A former party leader’s death should be acknowledged in the House of Commons, but did we need 27 tributes? At Prime Minister Questions, there were 4 brief speeches about Kennedy, which seemed about right. In the later session, which lasted 1 hour and 13 minutes, there were 23. Much of the encomium for Kennedy was directed at the gallery, where his former wife and 10-year-old son Donald stood. As one observer put it to me, ‘It all felt a bit like post Princess Diana dying with that poor kid forced into the William role of walking behind the coffin so we can all gawp.’
In honouring the dead man, our elected representatives took turns to reach for the highest apple on the emotion tree. And most of them fell a bit short. ‘In this seminal sense,’ said John Bercow, ‘Charles was the boy next door of British public life.’ Harriet Harman called Kennedy the ‘golden boy in the Highlands’ who ‘shone in this chamber’.

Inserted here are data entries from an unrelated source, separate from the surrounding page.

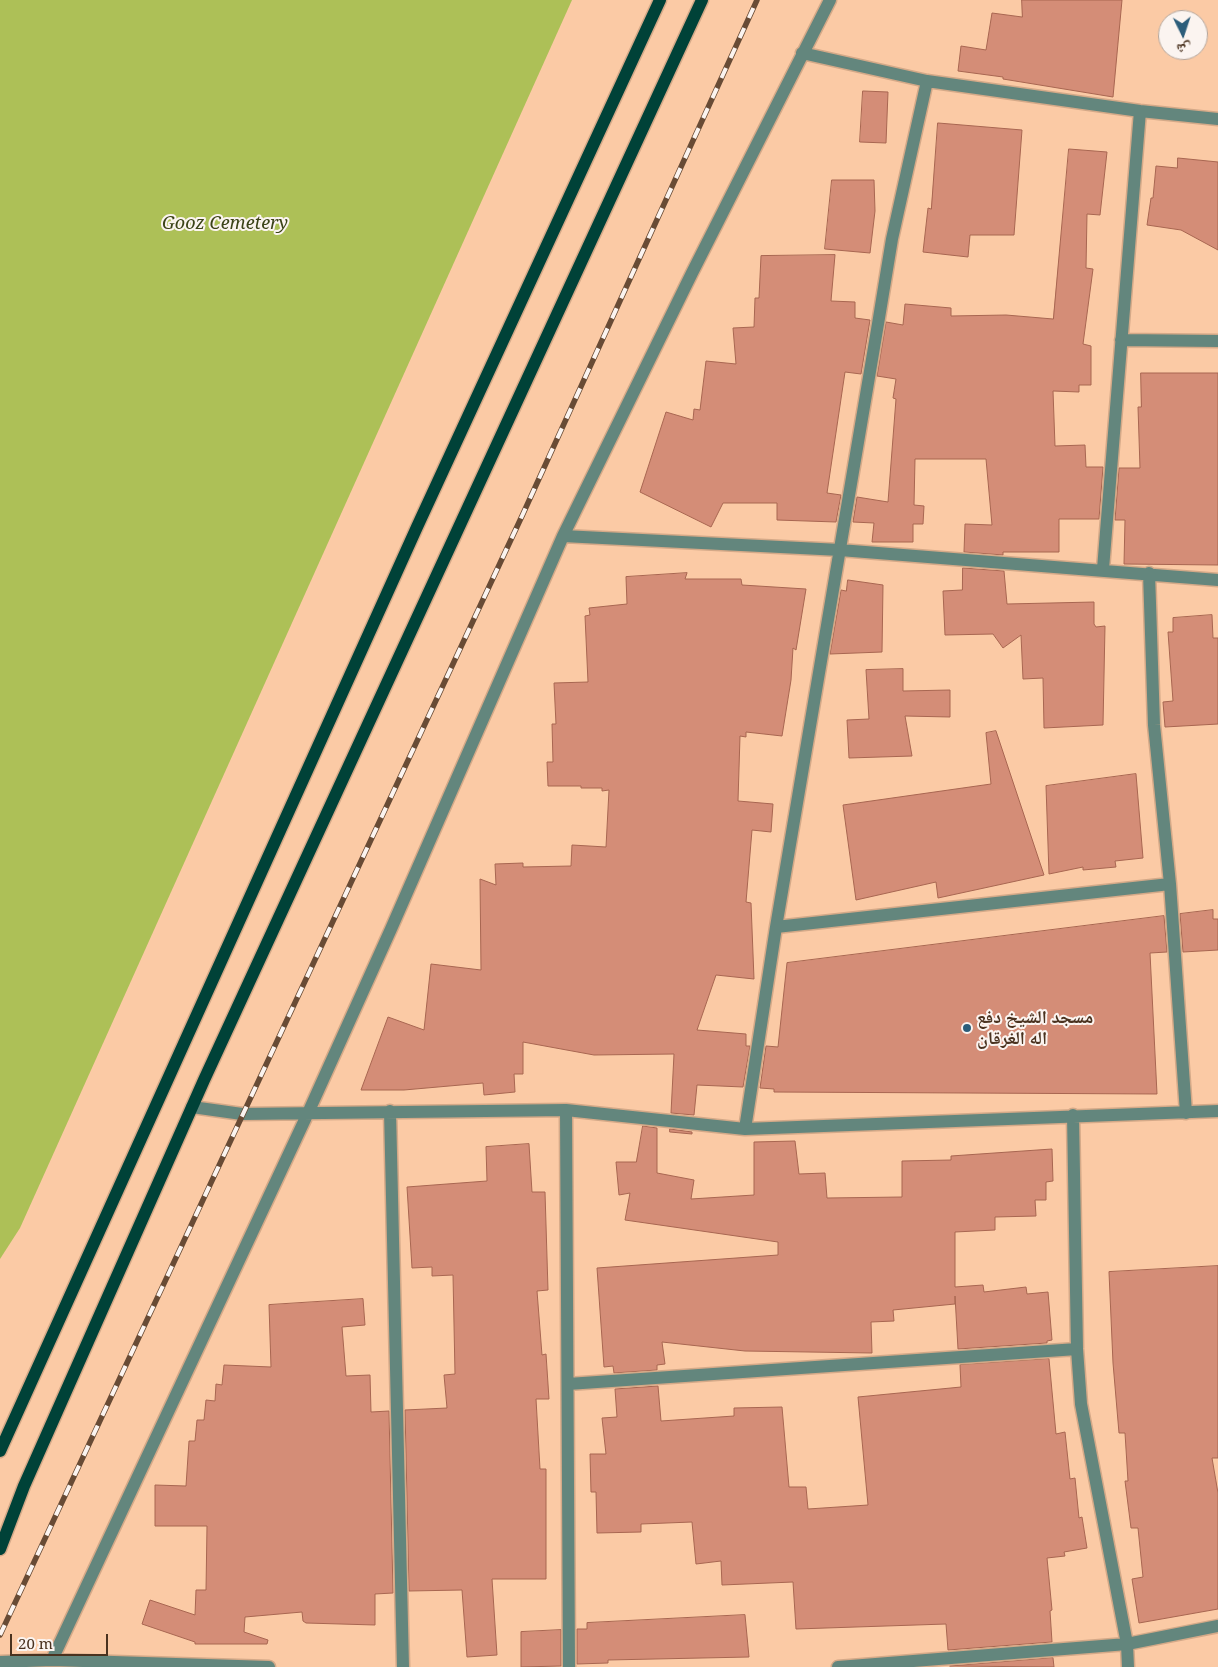 <!DOCTYPE html>
<html>
<head>
<meta charset="utf-8">
<style>
  body { margin:0 }
  #map { position:relative; width:1218px; height:1667px; overflow:hidden; background:#fbcaa5; font-family:"Noto Serif","Noto Naskh Arabic",serif }
  canvas { display:block }
  .north { position:absolute; left:1158px; top:10px; width:50px; height:50px; box-sizing:border-box; background:#fbf4f0; border:1px solid #b4a69c; border-radius:50%; rotate:176deg; font-size:14px; font-weight:700; line-height:20px; text-align:center; color:#4a321f }
  .north::after { content:''; display:block; margin:auto; width:18px; height:22px; background:#2c5d7a; clip-path:polygon(50% 0,100% 100%,50% 72%,0 100%) }
  .scale { position:absolute; left:10px; top:1634px; width:98px; height:22px; box-sizing:border-box; border:2px solid #4a321f; border-top:0; padding-left:6px; font-size:15px; line-height:18px; white-space:nowrap; color:#4a321f; -webkit-text-stroke:4px #fbf4f0; paint-order:stroke }
</style>
</head>
<body>
<div id="map">
<canvas width="1218" height="1667"></canvas>
<div class="north">ش</div>
<div class="scale">20 m</div>
</div>
<script>
const ctx = document.querySelector('canvas').getContext('2d');
ctx.lineJoin = 'round';
function fillPath(path, color) { ctx.fillStyle = color; ctx.fill(path, 'evenodd'); }
function stroke(path, color, width, dash) { ctx.strokeStyle = color; ctx.lineWidth = width; ctx.lineCap = dash ? 'butt' : 'round'; ctx.setLineDash(dash || []); ctx.stroke(path); }
function label(font, color, halo, rows, align = 'center') {
  ctx.font = font + ' "Noto Serif","Noto Naskh Arabic",serif'; ctx.lineWidth = 4; ctx.setLineDash([]); ctx.textBaseline = 'middle'; ctx.strokeStyle = halo; ctx.fillStyle = color; for (const [text, x, y, turn = 0] of rows) {
    ctx.save(); ctx.translate(x, y); ctx.rotate((+turn || 0) * Math.PI / 180); ctx.textAlign = isNaN(turn) ? turn : align; if (halo) ctx.strokeText(text, 0, 0); ctx.fillText(text, 0, 0); ctx.restore();
  }
}
fillPath(new Path2D(`
  M0,0H572L20,1228L0,1259Z`), '#adc057');
const building = new Path2D(`
  M1022,0H1122L1113,97L1003,79V77L958,71L961,46L986,50L992,13L1022,17Z
  M863,91L888,92L886,143L860,142Z
  M938,123L1022,130L1014,235H970L968,257L923,252L928,208L931,209Z
  M1069,149L1107,152L1100,215L1087,214L1086,268L1093,269L1083,344L1091,346V385H1079V392L1053,391L1055,446L1085,445L1086,467H1103L1099,519H1059V552H1003V555L964,552L965,524L992,525L986,459H915L914,505L924,506L923,524H913V542H872L874,523L853,522L857,497L888,502L896,399L893,398L896,379L877,376L886,322L903,325L905,304L951,308V316L1006,315L1053,319Z
  M1178,158L1218,162V250L1181,230L1147,225L1151,198H1153L1156,166L1177,168Z
  M832,180H874L875,211L870,253L825,249Z
  M835,255L831,301L855,302V318L870,320L861,374L845,372L827,493L841,495L836,522L777,520V503H723L711,527L640,492L666,412L693,420L694,409L700,410L706,361L736,364L733,328L754,327L755,298H759L761,256Z
  M1141,373H1218V565L1124,564L1125,520H1115L1119,468H1140L1138,407H1141Z
  M963,568L1004,571L1007,604L1094,602V624L1096,627L1105,626L1103,725L1044,728L1043,678L1023,679L1021,635L1003,648L993,634L945,635L943,591L962,590Z
  M687,573L685,579H741L742,585L806,589L796,650L793,648L791,680L782,736L746,732V737L740,736L738,801L773,804L771,832L752,830L746,902L751,903L754,979L716,975L697,1030L746,1034V1046H750L743,1087L697,1085L694,1115L671,1113L674,1054L594,1055L523,1042V1074H514L515,1092L484,1095L483,1083L404,1090H361L388,1017L424,1030L431,964L481,970L480,879L496,885L495,864L523,863V867L571,866L572,845L606,847L609,790L602,791V788H581V786H548L547,762H553L552,724H556L554,683L588,682L585,616L590,615L589,608L627,604L626,577Z
  M848,580L883,585L882,652L830,654L841,590L846,591Z
  M1212,615L1213,638H1218V724L1165,727L1163,702L1173,701L1168,632H1173V618Z
  M903,669V691L950,690V717L905,716L912,756L849,758L847,720L869,719L866,670Z
  M996,731L1044,875L938,898L936,882L856,900L843,805L991,784L986,733Z
  M1136,774L1143,858L1115,861L1116,867L1083,870V867L1049,874L1046,786Z
  M1213,910V919H1218V950L1183,952L1180,914Z
  M1164,916L1167,952L1150,953L1157,1094L774,1092V1089L760,1088L766,1046L778,1047L787,963Z
  M643,1126L657,1128V1173L694,1180L691,1199L754,1195V1142L795,1141L799,1174L825,1173L827,1198L902,1197V1161L951,1160V1156L1052,1149L1053,1181L1046,1182V1200H1035L1036,1216L995,1217V1230L955,1232V1287L983,1285L984,1292L1026,1287L1027,1294L1048,1292L1052,1340L1047,1341V1343L958,1349L955,1296V1304L893,1310L894,1321L871,1322L872,1353L745,1351L662,1342L665,1364L657,1365V1370L614,1373L613,1366L604,1367L597,1268L778,1255V1242L625,1220L630,1193L619,1195L616,1162H636Z
  M670,1129L692,1132V1134L670,1132Z
  M529,1144L532,1192H545L548,1290L537,1291L542,1355L546,1354L549,1399H536L540,1469H546V1579H492L497,1655L467,1657L462,1590L409,1591L405,1410L447,1408L444,1375L455,1374L453,1275L432,1276V1267L412,1268L407,1187L487,1181L486,1147Z
  M1218,1266V1458H1212L1218,1493V1609L1139,1623L1132,1579L1143,1577L1138,1528H1131L1125,1481H1128L1125,1433H1119L1113,1363L1109,1272Z
  M363,1299L365,1325L342,1327L346,1376L370,1375L371,1412L389,1411L393,1593L375,1594V1625L306,1623L303,1621L302,1612L245,1617L244,1632L268,1640L267,1644H195V1642L142,1624L150,1600L195,1615L196,1590H206L207,1526H155V1485L186,1486L189,1441H195L197,1420H204L206,1400L215,1401L216,1384L222,1385L224,1365L271,1367L269,1305Z
  M1049,1359L1056,1434L1065,1432L1070,1479L1075,1478L1079,1518L1082,1517L1087,1548L1064,1552L1065,1556L1047,1558L1052,1610L1050,1611L1052,1642L948,1650L946,1624L796,1629L793,1582L722,1585L721,1561L696,1564L692,1522L641,1524V1532L597,1533L596,1492H591L590,1454H606L602,1418L617,1417L615,1389L658,1386L661,1421L734,1416V1408L782,1407L789,1487H806L808,1509L868,1505L858,1397L961,1387L960,1365Z
  M745,1615L749,1657L608,1660V1663L577,1664V1629H587V1623Z
  M561,1630V1666L521,1667V1632Z
  M1053,1658L1054,1667L950,1666Z`);
fillPath(building, '#d48d77');
stroke(building, '#a86651', 1);
const minor = new Path2D(`
  M802,53L927,81L1140,111L1218,119
  M1121,340L1218,341
  M563,536L840,550L1218,580
  M1103,569L1140,111
  M1149,573L1154,725L1170,884L1186,1113
  M776,927L1170,884
  M192,1107L242,1114L566,1110L745,1129L1218,1111
  M566,1110L569,1667
  M390,1111L403,1667
  M1073,1115L1077,1349L1081,1404L1127,1644L1128,1667
  M745,1129L776,927L879,318L892,239L927,81
  M568,1384L1077,1349
  M52,1660L308,1113L391,929L563,536L692,273L830,0
  M0,1662L52,1660L269,1667
  M838,1667L1127,1644L1218,1626`);
const major = new Path2D(`
  M0,1451L417,527L660,0
  M0,1549L24,1486L204,1080L702,0`);
stroke(minor, '#d4a988', 15);
stroke(major, '#d4a988', 15);
stroke(minor, '#63867d', 12);
stroke(major, '#004238', 12);
const rail = new Path2D(`
  M0,1635L522,516L757,0`);
stroke(rail, '#684b35', 5.5);
stroke(rail, '#fbf4f0', 4, [11]);
for (const [x, y, r, color] of [
  [967,1028,5,"#2c5d7a"]
]) { const dot = new Path2D(); dot.arc(x, y, r, 0, 2 * Math.PI); ctx.fillStyle = color; ctx.fill(dot); stroke(dot, '#fbf4f0', 2); }
label('italic 18px', '#3b4317', '#fbf4f0', [
  ["Gooz Cemetery",225,224]
]);
label('bold 18px', '#4a321f', '#fbf4f0', [
  ["مسجد الشيخ دفع",977,1018],
  ["اله الغرقان",977,1039]
], 'left');
</script>
</body>
</html>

No doubt the tributes were sincere. But politicians — perhaps because they are always accused of being out of touch — are all too eager to show their sensitivity. They end up trying too hard and sounding false, like nervous actors. They now talk about the members of their tribe who ‘speak human’ — they said it about Ed Miliband, remember — yet the very phrase sounds alien. David Cameron, quoting Alastair Campbell, said that Kennedy ‘spoke fluent human because he had humanity in every vein and every cell’. Hmm. Don’t we all? Angus Robertson of the SNP said that Kennedy ‘remained rooted in the real’ — a phrase that suggested Robertson might be rooted somewhere else.

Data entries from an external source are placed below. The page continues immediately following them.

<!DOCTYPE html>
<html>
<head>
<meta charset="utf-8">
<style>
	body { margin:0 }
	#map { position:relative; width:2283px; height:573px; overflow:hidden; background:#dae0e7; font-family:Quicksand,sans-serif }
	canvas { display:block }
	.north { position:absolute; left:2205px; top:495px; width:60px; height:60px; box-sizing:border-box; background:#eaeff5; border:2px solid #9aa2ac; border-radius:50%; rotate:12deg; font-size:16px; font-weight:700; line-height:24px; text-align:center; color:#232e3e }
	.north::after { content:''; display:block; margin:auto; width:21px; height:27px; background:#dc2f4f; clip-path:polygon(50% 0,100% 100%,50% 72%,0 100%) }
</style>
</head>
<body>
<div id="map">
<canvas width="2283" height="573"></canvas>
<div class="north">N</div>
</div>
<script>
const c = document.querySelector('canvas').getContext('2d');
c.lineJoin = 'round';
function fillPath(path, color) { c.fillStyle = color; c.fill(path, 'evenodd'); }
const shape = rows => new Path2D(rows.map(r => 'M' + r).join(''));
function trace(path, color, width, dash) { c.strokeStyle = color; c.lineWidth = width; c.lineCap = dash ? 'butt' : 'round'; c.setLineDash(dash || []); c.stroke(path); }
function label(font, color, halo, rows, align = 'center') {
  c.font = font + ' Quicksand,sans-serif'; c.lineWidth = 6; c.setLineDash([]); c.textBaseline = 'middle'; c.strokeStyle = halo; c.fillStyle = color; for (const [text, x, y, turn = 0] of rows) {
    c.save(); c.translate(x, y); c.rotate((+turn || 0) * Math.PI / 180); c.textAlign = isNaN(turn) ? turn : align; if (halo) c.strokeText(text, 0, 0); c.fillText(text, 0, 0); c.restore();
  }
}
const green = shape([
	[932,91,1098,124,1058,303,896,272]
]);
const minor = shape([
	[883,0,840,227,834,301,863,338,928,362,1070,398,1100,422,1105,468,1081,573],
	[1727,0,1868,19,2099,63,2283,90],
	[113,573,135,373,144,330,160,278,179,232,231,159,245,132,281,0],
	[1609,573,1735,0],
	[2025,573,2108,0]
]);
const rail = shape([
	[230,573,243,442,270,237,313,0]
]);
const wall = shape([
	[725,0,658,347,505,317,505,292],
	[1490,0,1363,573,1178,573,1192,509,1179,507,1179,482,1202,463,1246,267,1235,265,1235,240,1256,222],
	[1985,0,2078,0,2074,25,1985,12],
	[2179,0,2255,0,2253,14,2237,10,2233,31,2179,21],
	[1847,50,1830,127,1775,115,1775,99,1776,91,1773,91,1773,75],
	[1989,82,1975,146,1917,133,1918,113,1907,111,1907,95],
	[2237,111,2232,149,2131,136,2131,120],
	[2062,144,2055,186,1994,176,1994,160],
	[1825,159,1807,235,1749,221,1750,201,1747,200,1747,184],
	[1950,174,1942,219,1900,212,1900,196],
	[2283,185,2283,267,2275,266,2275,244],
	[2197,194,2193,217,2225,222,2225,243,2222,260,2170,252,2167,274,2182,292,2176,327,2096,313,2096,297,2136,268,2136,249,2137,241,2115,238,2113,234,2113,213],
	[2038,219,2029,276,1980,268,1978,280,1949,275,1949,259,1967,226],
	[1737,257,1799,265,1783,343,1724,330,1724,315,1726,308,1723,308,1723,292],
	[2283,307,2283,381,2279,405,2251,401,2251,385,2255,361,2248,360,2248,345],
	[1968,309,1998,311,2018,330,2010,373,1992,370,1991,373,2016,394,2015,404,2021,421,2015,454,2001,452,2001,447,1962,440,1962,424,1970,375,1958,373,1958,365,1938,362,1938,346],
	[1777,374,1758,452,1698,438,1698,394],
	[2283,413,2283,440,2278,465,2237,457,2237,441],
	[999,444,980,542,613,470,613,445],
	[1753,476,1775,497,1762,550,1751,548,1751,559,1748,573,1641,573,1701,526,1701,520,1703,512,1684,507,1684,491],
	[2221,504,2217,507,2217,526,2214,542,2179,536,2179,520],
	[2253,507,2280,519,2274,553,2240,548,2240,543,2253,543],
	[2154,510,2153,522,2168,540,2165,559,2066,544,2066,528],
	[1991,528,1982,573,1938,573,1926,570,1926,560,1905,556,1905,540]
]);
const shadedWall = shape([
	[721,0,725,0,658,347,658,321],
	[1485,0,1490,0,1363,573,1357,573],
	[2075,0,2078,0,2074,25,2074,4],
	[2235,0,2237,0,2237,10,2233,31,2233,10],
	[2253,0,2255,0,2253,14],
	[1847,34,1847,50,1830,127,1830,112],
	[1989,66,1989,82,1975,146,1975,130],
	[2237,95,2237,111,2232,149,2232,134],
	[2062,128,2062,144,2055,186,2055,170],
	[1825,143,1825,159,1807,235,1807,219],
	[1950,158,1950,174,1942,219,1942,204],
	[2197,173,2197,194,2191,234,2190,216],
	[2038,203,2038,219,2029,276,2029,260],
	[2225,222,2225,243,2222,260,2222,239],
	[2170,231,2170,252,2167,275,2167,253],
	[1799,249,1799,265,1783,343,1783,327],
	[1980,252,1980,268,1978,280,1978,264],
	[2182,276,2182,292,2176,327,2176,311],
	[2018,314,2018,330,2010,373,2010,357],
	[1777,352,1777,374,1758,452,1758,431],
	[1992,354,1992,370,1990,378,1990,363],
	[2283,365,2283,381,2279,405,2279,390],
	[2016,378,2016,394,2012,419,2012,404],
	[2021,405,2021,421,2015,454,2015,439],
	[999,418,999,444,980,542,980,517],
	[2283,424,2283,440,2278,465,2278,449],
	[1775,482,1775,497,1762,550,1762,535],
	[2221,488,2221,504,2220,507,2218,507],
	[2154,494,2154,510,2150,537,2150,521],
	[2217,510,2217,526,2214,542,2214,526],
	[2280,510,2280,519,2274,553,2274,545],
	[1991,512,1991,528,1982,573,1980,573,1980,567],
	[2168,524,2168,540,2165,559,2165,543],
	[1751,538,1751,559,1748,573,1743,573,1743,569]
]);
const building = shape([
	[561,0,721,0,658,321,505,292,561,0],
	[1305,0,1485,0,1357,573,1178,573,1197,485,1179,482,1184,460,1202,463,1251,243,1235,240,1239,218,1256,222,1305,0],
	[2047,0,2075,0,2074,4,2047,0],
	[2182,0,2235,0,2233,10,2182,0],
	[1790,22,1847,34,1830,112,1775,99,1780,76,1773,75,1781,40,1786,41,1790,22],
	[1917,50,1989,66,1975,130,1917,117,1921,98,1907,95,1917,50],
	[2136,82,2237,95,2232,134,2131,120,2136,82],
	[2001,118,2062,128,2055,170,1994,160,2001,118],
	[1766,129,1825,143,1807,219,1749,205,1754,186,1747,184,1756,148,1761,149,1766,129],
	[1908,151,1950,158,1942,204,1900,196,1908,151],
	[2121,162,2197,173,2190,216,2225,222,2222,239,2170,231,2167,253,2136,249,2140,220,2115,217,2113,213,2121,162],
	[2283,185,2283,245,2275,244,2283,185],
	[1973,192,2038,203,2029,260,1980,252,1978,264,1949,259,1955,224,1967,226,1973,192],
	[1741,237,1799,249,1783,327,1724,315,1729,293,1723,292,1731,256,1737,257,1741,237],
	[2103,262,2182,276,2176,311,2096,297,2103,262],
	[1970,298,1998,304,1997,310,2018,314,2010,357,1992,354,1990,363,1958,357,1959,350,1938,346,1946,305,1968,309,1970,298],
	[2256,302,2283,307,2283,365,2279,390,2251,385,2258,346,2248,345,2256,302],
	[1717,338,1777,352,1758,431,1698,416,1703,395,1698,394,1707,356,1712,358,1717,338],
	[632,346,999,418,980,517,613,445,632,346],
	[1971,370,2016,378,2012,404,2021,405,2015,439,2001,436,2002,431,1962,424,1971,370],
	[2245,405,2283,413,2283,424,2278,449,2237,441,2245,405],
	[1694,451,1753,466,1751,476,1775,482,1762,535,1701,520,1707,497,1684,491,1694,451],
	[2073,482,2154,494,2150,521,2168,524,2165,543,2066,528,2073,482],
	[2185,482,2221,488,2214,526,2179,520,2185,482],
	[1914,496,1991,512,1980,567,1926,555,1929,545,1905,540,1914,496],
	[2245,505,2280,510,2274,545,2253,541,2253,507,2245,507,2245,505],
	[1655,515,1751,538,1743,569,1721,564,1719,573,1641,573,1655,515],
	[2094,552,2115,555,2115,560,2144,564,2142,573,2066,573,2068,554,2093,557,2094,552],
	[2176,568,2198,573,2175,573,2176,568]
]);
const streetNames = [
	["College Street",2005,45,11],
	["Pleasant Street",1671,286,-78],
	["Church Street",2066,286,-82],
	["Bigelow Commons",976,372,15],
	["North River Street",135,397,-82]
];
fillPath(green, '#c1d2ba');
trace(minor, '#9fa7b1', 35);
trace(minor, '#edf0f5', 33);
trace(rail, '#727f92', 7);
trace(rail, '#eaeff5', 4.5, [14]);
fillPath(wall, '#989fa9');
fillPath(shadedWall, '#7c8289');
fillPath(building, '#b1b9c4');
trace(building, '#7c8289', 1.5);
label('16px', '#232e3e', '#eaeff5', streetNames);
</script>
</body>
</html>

Pundits said this was Parliament ‘at its best’, that the MPs were ‘bridging the political divide’ or ‘rising above politics’. To me it felt a bit like a bad episode of the West Wing. I’ve never quite bought the argument that it is a mistake to allow cameras in the House of Commons. But when I see politicians making such a spectacle of themselves, I do wonder.
Nietzsche said that, when it comes to dying, ‘everyone is inveigled into a comedy of vanity, now conscious, now unconscious’. But that vanity can and probably should be contained — or set aside for funerals or memorials. There was no need to turn a House of Commons session into a public and prolix wake.